▶

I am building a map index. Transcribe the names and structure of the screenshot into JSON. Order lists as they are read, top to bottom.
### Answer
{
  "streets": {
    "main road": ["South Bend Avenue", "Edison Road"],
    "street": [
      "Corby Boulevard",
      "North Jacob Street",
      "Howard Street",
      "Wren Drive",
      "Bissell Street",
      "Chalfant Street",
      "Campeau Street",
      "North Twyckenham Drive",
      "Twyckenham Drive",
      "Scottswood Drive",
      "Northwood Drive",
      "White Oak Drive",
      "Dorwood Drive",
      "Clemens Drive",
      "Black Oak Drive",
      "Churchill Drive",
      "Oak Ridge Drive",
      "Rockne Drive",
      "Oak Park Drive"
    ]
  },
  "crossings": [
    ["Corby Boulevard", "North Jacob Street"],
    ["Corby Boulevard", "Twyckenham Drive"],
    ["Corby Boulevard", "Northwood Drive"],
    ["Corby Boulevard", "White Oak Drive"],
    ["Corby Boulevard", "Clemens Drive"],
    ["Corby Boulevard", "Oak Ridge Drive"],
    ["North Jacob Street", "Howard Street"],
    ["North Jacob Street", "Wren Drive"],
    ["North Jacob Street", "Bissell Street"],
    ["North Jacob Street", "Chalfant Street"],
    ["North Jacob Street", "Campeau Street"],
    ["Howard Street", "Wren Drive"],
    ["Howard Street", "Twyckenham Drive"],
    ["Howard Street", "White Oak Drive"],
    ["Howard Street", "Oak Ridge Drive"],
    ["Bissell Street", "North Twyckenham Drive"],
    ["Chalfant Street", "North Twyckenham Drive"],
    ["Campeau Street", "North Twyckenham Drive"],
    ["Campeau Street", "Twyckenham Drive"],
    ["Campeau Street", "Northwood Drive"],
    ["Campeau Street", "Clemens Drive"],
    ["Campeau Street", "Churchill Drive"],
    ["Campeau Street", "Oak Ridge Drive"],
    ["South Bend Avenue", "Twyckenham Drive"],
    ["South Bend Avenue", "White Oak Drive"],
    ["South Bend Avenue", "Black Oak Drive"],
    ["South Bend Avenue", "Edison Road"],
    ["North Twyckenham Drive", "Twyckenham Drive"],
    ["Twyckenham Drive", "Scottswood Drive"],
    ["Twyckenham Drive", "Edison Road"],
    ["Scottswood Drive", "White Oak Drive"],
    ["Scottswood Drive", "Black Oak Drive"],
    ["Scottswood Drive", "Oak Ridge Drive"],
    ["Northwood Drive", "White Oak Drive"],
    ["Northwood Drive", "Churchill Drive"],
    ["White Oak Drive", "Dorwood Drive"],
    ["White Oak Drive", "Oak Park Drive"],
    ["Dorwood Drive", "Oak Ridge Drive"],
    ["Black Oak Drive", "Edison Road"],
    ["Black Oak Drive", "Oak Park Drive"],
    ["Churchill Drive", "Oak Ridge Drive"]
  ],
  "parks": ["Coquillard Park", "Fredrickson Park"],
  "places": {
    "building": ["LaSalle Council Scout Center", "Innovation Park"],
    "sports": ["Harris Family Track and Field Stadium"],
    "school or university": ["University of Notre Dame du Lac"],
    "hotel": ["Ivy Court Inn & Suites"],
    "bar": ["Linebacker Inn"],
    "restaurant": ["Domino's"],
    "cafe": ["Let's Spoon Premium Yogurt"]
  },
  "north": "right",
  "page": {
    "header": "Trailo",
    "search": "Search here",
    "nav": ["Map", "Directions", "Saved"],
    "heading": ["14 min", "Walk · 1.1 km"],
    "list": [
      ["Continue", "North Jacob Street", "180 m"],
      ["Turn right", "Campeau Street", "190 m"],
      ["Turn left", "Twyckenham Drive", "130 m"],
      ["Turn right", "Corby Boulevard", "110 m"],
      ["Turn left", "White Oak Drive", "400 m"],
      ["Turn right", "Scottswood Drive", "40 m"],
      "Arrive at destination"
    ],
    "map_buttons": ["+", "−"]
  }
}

◀
▶

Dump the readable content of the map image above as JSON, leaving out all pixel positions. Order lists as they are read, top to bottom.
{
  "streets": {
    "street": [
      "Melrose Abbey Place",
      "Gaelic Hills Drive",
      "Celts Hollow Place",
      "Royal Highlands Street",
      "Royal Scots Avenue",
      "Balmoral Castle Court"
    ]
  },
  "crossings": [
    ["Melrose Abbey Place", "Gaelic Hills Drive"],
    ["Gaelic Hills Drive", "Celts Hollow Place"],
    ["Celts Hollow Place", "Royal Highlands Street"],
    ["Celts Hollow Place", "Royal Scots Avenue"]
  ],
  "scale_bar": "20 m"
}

◀
▶

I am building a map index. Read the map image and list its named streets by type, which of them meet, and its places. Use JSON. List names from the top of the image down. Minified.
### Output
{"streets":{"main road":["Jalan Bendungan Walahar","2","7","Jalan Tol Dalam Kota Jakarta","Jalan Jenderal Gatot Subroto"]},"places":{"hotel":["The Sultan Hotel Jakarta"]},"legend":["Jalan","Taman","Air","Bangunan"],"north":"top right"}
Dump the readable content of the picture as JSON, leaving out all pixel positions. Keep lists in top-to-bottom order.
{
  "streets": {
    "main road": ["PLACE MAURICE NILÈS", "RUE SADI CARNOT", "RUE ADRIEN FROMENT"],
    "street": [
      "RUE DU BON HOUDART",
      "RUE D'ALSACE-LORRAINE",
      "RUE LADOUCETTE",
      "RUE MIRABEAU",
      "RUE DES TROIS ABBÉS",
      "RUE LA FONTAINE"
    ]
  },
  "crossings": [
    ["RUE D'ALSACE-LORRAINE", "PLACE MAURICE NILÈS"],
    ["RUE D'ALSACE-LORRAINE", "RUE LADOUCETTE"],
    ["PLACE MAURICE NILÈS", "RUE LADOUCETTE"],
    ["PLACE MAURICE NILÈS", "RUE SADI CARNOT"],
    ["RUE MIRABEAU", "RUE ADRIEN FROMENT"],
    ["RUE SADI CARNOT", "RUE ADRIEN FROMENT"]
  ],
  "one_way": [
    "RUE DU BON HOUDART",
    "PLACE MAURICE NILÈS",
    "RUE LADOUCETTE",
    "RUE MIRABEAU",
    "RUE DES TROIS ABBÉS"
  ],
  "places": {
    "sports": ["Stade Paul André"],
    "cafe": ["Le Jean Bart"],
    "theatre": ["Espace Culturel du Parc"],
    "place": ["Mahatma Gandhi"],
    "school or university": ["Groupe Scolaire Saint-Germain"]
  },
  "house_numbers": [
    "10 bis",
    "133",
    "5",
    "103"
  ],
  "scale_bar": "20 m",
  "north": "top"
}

◀

The answer must be one number: how many lines in the records above contain "index".

TASK SOLUTION:
2